Entretidos em conversas de compadres, e confiados em que a meninada devia de estar por ali pelo quintal vadiando, como é o costume, cuidaram que ele estivesse distraído com uma burundanga qualquer.
Uma hora lá, lembraram-se do Rubinho, e cadê o menino? Tinha sumido.
Gritaram, caçaram ali por perto, afundaram mais na vaqueta que cerca a casa, e nada do menino.
Resultado: não houve canto que não fosse escarafunchando, e nem sinal!
Para agravar, o céu carrancudo de pesadas nuvens cumpriu sua ameaça: destampou um aguaceiro medonho, suficiente para deixar os corgos da vizinhança pelas beiradas. Mesmo debaixo de chuva – que chuva não empata sentimento – arrebanharam a vizinhança e abriram mundo, caçando o menino: esmiuçaram todos os locais conhecidos, a Lagoa Torta, o Varjão do Melado, a Lagoa do Mato, o Chapadão do Retiro, o Olho d’Água do Retiro, o Jenipapeiro, enfim tudo quanto era lugar das rodeanças, que foram vasculhados, não ficando um buraco, num raio de duas léguas, que não fosse averiguado. Durante oito dias, sempre sob a inclemência do aguaceiro terroroso, que ia fazendo de um possível reaparecimento autêntico milagre, sessenta pessoas riscaram o sertão, sem proveito. No nono dia, largaram de mão, botando o causo como perdido. Os pais, tresnoitados, abalados e desesperançados, acharam melhor ir embora, para talvez não levar susto com uma repentina notícia que lhes pudesse trazer indício de restos do filho, comido por bicho do mato, que onça e cobra por ali tinha um bando. Voltaram para Conceição.
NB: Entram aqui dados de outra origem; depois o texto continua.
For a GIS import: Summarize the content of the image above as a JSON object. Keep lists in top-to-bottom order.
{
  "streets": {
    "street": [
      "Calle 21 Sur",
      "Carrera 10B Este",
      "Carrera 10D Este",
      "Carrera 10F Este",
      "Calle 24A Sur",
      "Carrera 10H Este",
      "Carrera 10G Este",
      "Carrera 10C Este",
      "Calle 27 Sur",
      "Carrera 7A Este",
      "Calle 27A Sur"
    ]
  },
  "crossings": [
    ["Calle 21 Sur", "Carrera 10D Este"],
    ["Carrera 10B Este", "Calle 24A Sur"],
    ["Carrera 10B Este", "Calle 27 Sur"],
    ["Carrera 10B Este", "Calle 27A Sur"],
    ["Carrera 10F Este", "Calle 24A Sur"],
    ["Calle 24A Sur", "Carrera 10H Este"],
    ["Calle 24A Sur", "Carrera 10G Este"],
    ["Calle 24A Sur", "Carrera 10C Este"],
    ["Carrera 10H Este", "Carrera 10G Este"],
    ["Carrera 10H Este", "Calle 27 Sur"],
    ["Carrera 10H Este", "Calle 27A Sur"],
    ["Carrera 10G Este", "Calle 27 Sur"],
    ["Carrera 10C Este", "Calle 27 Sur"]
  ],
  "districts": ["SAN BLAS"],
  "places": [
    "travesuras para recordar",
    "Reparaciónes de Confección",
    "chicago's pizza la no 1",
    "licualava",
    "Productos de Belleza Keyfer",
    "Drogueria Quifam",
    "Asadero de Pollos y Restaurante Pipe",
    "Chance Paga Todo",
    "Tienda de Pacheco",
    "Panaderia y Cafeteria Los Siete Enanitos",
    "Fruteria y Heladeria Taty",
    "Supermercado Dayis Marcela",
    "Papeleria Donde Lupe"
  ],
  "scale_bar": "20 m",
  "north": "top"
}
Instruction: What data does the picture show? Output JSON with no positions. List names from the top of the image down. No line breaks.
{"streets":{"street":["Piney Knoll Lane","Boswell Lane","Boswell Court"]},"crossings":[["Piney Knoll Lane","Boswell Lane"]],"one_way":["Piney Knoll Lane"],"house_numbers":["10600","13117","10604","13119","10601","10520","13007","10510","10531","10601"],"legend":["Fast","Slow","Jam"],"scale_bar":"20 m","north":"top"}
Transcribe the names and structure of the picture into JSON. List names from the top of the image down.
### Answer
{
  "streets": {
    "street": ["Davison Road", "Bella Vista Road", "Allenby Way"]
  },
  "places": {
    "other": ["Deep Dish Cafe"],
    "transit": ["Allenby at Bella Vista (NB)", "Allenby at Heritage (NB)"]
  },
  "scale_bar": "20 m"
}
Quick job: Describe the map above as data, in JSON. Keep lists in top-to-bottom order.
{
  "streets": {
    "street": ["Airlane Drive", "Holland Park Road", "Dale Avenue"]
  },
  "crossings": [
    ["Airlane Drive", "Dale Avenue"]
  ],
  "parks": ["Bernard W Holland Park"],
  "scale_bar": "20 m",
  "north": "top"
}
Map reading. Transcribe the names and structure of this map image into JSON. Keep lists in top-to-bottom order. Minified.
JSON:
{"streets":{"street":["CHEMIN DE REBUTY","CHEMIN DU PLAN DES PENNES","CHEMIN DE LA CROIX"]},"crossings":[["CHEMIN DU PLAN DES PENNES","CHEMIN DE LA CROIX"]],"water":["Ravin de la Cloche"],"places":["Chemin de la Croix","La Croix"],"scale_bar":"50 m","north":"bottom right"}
No nono dia, passava Adonil, morador na Boa Vista, lá pelo fim da tarde, com o claror do dia entre lobo e cachorro, na barra do córrego da Rapadura com o Melado, quando ouviu choro de criança do outro lado do Melado, que estava cheio.
Atravessou-o e, entre pasmo e medo, viu um menino, peladinho, deitado na lama, chamando pela mãe. Lembrou-se do Rubinho, e sem acreditar que estivesse vivo, criou coragem e aprochegou-se, para certificar-se de que não era visagem ou engano das vistas. E, apesar do aspecto deplorável – todo picado de insetos, corpo cheio de curubas, costelas expostas e tiritando de frio –, reconheceu o menino, que, mal o vira, correra para seus braços implorando que o carregasse. Adonil rebruçou-o na camisa (que o menino estava nuzinho) e levou-o pra casa dele, Adonil, para dar-lhe pelo menos comida e um tratozinho, que até os cabelos estavam caindo.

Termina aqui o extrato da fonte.